Knowingly: the Church's own word, and it measures everything. The simple soul who partakes in ignorance is not under this sentence; God judges what a man knows. But the believer who knows that open, condemned heresy is being proclaimed at an altar, and who nevertheless seals it there with his amen and his communion, has made the confession his own. There is a ladder that runs from the public violation of the faith, down through knowing communion with it, to the final judgment; and the canon of the wall exists precisely so that the faithful may step off that ladder at its first rung. The Psalmist sang the same refusal long before: I have not sat with vain persons... I have hated the congregation of evil doers; and will not sit with the wicked.

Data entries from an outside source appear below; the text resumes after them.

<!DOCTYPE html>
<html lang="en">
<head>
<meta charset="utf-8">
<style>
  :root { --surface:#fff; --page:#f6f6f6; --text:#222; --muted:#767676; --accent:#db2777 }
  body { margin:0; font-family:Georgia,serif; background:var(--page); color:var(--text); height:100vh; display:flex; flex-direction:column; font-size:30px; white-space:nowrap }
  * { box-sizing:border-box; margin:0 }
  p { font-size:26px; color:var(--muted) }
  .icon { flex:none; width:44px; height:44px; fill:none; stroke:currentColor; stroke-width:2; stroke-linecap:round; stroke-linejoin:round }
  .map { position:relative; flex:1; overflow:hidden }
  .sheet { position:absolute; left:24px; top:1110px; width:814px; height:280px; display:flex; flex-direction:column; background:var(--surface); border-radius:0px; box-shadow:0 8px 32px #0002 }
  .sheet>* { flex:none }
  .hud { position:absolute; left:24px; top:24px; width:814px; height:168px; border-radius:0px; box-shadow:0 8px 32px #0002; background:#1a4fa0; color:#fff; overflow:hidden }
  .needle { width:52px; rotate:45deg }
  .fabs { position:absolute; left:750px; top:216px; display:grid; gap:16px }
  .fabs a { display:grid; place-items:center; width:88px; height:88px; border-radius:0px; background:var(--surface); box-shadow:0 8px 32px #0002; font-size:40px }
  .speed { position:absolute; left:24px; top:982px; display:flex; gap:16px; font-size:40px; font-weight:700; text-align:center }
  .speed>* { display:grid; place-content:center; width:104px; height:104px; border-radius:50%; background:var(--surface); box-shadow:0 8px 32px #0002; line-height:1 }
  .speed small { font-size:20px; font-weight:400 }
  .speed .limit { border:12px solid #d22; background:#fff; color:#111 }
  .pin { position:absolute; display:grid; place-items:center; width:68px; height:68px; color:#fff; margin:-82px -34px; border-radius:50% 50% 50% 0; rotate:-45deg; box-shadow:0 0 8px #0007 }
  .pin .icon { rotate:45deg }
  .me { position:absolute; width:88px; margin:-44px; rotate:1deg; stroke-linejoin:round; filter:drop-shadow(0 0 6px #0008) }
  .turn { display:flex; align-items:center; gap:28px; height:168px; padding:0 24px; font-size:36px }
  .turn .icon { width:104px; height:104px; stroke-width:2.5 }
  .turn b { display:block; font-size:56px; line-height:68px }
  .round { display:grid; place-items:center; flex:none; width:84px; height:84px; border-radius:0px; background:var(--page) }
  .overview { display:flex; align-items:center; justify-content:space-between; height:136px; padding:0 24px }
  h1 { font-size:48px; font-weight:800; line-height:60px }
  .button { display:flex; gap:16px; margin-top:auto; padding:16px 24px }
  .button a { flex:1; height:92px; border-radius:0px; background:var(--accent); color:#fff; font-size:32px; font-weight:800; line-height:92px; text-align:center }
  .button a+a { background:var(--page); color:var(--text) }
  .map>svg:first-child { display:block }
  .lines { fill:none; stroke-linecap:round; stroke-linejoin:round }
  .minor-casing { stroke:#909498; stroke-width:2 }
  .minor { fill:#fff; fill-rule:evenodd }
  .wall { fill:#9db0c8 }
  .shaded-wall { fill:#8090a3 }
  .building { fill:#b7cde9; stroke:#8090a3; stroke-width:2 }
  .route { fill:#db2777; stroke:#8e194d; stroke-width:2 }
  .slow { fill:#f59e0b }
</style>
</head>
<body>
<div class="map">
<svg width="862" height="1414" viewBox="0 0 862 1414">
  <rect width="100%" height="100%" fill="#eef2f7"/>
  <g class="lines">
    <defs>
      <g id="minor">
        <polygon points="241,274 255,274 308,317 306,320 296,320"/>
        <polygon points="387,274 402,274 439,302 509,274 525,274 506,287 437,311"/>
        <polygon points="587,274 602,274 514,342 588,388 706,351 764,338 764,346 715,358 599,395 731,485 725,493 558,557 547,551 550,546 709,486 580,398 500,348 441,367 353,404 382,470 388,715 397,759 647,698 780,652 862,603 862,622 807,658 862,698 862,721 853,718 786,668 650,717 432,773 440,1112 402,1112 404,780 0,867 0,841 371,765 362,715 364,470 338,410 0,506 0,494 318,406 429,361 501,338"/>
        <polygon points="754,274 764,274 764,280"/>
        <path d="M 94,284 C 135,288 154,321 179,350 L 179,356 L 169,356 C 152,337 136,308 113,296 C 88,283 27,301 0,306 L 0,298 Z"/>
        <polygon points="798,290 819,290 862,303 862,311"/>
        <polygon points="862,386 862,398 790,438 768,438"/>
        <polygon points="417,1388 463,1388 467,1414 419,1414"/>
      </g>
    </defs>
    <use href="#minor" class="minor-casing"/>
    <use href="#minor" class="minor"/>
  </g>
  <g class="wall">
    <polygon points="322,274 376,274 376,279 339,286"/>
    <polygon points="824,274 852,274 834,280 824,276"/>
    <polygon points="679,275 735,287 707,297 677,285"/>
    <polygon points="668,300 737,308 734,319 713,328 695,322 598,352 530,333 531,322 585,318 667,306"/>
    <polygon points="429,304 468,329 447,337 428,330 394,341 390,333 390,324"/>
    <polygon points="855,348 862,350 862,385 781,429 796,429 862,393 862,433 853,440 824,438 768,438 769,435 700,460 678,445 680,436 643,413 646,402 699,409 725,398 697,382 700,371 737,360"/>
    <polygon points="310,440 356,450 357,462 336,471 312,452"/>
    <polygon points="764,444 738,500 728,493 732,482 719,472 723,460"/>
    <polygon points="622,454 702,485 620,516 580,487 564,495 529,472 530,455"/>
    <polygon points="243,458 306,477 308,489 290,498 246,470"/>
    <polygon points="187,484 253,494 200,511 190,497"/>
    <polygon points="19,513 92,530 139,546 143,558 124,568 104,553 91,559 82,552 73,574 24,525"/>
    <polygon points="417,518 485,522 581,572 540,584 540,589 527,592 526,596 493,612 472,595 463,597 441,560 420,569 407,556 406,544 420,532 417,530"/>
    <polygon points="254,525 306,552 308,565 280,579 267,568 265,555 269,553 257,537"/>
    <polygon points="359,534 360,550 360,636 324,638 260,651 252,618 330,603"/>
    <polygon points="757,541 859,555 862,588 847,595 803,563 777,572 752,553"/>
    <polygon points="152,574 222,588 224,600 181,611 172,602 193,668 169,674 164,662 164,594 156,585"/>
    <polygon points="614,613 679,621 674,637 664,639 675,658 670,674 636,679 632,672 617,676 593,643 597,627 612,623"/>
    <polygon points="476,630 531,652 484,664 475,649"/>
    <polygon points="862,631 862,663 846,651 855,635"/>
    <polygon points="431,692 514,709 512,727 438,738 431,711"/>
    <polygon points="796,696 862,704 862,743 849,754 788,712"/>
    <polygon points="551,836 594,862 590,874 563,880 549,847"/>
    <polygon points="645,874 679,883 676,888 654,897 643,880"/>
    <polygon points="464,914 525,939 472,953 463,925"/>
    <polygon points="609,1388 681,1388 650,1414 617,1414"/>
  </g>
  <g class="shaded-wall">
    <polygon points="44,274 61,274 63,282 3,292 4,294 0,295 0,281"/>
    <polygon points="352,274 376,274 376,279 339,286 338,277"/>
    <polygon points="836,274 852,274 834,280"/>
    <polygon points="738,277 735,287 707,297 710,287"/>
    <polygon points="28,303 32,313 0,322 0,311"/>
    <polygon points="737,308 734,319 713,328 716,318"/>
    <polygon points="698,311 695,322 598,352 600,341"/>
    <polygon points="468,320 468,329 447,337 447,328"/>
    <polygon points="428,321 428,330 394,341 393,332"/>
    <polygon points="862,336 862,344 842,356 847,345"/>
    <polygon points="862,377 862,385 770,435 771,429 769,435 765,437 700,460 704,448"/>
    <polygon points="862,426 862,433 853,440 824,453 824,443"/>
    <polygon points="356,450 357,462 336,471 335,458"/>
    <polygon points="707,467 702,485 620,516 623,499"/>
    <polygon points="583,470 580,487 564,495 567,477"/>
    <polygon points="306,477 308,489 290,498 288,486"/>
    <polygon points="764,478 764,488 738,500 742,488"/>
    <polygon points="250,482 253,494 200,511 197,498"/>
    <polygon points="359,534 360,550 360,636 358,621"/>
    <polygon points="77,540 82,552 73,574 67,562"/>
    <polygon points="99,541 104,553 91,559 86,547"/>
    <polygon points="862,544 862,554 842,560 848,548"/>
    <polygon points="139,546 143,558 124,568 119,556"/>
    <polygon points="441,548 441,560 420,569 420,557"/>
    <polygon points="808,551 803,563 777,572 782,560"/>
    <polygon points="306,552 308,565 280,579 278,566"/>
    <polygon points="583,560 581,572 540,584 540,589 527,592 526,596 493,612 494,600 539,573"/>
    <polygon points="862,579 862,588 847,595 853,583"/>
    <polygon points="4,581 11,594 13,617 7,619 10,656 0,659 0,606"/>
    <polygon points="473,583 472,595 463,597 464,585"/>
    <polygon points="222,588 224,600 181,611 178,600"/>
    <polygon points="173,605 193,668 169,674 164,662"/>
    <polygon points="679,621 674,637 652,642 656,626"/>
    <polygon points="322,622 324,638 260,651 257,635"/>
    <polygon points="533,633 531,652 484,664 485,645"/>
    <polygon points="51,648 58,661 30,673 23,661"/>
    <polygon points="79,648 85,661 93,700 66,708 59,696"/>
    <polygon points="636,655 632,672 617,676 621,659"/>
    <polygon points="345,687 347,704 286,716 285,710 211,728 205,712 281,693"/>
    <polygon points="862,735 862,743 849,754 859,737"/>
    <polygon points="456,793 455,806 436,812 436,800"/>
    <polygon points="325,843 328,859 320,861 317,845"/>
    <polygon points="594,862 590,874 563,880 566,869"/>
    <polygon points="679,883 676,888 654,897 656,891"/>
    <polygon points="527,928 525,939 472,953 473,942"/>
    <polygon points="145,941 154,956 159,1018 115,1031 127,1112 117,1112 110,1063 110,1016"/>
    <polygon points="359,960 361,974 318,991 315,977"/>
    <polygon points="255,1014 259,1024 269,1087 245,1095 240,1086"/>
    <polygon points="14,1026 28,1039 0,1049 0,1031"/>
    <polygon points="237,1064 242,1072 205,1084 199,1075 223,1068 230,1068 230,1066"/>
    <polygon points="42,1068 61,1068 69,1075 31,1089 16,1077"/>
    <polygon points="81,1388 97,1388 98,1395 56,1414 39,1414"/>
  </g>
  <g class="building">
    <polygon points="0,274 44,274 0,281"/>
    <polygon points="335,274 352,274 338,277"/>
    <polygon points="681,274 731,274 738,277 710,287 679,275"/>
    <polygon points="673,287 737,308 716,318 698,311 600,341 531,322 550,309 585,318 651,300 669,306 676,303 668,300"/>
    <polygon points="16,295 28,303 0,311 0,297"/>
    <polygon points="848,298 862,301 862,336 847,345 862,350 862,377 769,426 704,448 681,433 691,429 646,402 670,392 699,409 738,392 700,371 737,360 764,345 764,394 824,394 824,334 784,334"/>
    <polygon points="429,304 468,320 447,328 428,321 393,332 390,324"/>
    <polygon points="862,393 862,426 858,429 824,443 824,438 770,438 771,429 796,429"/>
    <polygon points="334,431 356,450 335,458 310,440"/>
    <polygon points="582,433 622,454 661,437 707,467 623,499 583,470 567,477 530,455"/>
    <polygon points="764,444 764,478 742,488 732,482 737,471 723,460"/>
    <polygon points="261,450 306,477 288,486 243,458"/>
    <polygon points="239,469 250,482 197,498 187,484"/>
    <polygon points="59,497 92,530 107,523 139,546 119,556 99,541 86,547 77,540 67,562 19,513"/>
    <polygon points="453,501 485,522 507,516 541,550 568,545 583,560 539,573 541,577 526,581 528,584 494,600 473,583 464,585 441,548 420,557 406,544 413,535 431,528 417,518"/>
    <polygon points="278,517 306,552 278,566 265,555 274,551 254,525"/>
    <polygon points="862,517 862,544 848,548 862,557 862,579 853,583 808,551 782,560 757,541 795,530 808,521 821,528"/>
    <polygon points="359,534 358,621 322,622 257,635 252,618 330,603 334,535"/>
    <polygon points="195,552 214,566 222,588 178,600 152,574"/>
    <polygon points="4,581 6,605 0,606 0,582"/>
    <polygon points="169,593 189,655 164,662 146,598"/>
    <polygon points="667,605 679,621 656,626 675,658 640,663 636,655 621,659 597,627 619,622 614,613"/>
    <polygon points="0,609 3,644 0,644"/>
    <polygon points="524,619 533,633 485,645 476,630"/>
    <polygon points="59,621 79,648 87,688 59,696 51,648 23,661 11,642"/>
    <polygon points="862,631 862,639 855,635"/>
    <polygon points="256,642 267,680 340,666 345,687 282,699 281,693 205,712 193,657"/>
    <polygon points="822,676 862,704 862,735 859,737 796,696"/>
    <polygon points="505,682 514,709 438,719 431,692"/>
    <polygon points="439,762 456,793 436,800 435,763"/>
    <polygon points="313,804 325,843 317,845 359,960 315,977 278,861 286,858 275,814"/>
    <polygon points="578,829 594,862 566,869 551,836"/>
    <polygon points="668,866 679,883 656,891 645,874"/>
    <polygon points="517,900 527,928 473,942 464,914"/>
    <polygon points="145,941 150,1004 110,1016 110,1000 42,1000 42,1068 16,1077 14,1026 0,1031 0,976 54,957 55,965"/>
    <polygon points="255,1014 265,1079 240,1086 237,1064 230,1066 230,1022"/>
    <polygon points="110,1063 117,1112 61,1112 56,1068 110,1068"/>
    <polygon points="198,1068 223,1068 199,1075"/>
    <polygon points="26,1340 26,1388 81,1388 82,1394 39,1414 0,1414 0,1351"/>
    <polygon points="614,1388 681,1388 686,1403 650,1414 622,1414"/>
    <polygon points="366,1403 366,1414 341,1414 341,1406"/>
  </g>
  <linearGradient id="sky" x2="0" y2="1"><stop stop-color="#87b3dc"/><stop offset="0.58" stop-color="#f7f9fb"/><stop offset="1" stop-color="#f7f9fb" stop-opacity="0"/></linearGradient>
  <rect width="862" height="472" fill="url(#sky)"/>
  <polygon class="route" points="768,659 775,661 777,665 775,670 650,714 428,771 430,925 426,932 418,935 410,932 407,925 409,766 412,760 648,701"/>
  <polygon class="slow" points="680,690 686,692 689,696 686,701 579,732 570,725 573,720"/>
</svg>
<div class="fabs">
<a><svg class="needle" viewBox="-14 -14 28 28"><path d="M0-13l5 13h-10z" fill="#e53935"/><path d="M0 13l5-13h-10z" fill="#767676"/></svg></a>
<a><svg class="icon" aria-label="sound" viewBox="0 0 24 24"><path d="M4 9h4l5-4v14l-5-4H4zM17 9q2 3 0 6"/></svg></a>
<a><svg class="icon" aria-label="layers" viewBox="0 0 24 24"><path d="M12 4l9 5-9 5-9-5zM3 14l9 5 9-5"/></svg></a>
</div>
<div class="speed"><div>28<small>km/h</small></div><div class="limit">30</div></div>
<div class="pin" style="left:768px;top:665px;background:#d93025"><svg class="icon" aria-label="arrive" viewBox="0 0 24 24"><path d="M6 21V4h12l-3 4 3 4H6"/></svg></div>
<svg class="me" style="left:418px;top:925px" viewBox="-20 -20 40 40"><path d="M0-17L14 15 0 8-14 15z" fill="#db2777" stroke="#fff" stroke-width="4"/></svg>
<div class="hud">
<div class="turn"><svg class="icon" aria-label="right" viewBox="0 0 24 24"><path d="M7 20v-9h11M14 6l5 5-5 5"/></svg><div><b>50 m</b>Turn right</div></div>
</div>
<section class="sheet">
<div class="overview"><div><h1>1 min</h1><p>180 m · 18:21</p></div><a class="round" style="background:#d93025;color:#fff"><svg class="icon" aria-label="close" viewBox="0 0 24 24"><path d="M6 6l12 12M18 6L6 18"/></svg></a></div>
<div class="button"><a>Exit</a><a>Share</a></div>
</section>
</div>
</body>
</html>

And the limits are as fixed as the duty. The believer's weapons are refusal, absence, and testimony: to withhold the amen, to withdraw from the communion, and to say why, with grief. His weapons are never the altar and the sentence. He raises no rival table, ordains no clergy, declares no Mystery void, pronounces no anathema, for those belong to the synod and to God. The layman and the monk guard the faith with their feet and their voice and their tears. The guarding of it with thrones belongs to the Church gathered, and to her alone.

Notes and sources

  1. 35.Saint Theodore the Studite (759 to 826), Epistles (Book I, Letter 39, to Theophilos the Abbot, in the numbering of the critical edition of G. Fatouros, CFHB 31, Berlin 1992), on the defilement contracted by the knowing commemoration of heresy; the book follows the Fatouros numbering throughout. For the Hagiorite Fathers' argument from 2 John 10 to 11, see the chapter "The Fathers Who Resisted."
  2. 36.Saint Ignatius of Antioch, Epistle to the Smyrnaeans 8 (c. 107). Ignatius binds the Church to the bishop precisely as the bishop stands in the true faith; cf. Smyrnaeans 6 and Trallians 6, where the same Ignatius commands the faithful to abstain from heresy as from deadly poison and to flee false teachers as beasts in human form.
  3. 37.Saint Gennadios II Scholarios (c. 1400, c. 1473), first Patriarch of Constantinople after 1453 and the chief continuator of Saint Mark of Ephesus against the Florentine union; the charge is preserved in the compilations of his counsels (Works, ed. Petit, Sidéridès, Jugie). Cf. the Encyclical of the Eastern Patriarchs of 1848, cited in the fifth chapter, which lodges the guardianship of religion in the whole body of the Church.
  4. 38.Saint Cyril of Jerusalem (c. 313 to 386), Mystagogical Catechesis III, on the Holy Chrism (PG 33). The authorship of the Mystagogical Catecheses is sometimes assigned to his successor John of Jerusalem; the attribution is noted honestly here, and the substance is undisputed.
  5. 39.The Synodikon of Orthodoxy, proclaimed at the restoration of the holy icons in 843 and read on the First Sunday of Great Lent ever since. The book cites it as the Church's own liturgical act of confession and discernment: knowing communion with condemned heresy falls under her anathema; the champions of Orthodoxy receive her eternal memory.